Data records:
=======

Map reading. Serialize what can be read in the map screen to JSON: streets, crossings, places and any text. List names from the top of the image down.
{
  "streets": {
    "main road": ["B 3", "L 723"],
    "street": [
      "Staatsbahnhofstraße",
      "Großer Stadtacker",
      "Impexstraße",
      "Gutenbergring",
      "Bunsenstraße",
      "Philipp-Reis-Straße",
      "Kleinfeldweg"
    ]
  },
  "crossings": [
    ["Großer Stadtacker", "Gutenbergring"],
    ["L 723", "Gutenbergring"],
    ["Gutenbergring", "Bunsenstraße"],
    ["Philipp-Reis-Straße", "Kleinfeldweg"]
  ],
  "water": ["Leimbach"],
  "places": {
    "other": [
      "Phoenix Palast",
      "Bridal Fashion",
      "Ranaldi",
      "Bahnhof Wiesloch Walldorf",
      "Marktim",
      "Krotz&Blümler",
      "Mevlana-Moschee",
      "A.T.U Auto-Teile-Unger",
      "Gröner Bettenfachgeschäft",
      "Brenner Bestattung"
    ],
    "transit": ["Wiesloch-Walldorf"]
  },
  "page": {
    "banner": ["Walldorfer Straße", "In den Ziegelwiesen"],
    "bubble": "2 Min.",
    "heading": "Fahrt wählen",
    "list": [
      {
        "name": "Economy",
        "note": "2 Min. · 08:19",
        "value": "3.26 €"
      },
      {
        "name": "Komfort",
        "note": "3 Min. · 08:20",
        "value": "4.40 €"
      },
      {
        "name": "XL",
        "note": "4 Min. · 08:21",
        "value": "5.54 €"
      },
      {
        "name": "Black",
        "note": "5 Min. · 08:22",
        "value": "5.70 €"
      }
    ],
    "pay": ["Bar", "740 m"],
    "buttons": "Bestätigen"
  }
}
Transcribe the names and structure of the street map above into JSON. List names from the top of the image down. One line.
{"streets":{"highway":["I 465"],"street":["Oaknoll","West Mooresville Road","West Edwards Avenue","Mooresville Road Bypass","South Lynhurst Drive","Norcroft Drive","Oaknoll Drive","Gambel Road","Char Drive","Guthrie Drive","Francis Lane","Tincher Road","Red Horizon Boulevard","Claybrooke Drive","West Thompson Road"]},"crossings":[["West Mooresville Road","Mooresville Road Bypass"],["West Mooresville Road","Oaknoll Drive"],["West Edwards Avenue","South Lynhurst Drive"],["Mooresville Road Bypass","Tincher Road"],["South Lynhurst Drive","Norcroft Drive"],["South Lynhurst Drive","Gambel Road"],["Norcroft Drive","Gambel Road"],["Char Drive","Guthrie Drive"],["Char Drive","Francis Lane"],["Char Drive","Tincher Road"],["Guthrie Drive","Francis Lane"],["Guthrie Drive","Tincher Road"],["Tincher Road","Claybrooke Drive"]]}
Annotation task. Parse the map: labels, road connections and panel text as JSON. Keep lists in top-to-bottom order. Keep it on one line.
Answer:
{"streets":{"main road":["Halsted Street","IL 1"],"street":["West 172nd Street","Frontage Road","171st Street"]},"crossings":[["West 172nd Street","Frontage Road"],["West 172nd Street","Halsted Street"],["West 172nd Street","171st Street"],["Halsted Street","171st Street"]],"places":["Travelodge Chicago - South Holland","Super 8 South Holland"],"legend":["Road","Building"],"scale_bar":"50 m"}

=======

The answer must consist of every line above that holds the string "JSON", copied exactly.

» **Answer to the exercise**:
Map reading. Serialize what can be read in the map screen to JSON: streets, crossings, places and any text. List names from the top of the image down.
Transcribe the names and structure of the street map above into JSON. List names from the top of the image down. One line.
Annotation task. Parse the map: labels, road connections and panel text as JSON. Keep lists in top-to-bottom order. Keep it on one line.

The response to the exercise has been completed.